A security researcher has released a sixth Windows zero-day exploit since April, this one targeting Microsoft Defender and working against fully patched Windows 10 and 11 systems.
Called "RoguePlanet," the exploit landed hours after Microsoft's June 2026 Patch Tuesday fixed two other flaws from the same researcher. The researcher, who goes by Chaotic Eclipse and Nightmare Eclipse, published the proof-of-concept on a self-hosted Git repository after Microsoft had previous exploits removed from GitHub and GitLab.
RoguePlanet exploits a race condition in Microsoft Defender that lets an attacker spawn a command prompt with SYSTEM privileges on machines with the latest security updates installed.
"The exploit is a race condition, so it's a hit or miss. I have managed to get a 100% success rate on some machines while it struggled to work on others."
Security firm ThreatLocker independently reproduced the exploit and confirmed it works against Windows 11 systems with KB5094126 installed, sharing a video demonstration with BleepingComputer. The exploit was also tested against Windows 11 Canary builds and Windows 10 with June 2026 updates.

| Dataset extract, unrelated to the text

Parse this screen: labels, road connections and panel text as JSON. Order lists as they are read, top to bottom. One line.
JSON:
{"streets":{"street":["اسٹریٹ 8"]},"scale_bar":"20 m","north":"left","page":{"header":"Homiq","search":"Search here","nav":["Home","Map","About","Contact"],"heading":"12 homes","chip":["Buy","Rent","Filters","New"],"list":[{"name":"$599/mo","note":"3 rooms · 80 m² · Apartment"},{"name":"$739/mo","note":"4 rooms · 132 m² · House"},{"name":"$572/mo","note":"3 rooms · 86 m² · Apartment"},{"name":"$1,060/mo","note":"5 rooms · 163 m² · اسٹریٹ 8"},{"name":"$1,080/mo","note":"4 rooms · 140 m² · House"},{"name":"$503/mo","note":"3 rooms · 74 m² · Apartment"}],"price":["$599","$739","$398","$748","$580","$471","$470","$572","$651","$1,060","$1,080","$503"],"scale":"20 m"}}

RoguePlanet originally started as a remote code execution vulnerability, exploiting how Microsoft Defender handles files hosted on remote SMB shares. The researcher said the attack required coercing a victim to open a .vhd(x) file on a remote SMB server, causing Defender to overwrite its own files.
Microsoft silently hardened Defender in mid-May by patching "mpengine," forcing the researcher to rewrite the exploit as a local privilege escalation tool instead.
"Rewriting RoguePlanet to make it functional again drained my soul and I couldn't complete the other scenarios."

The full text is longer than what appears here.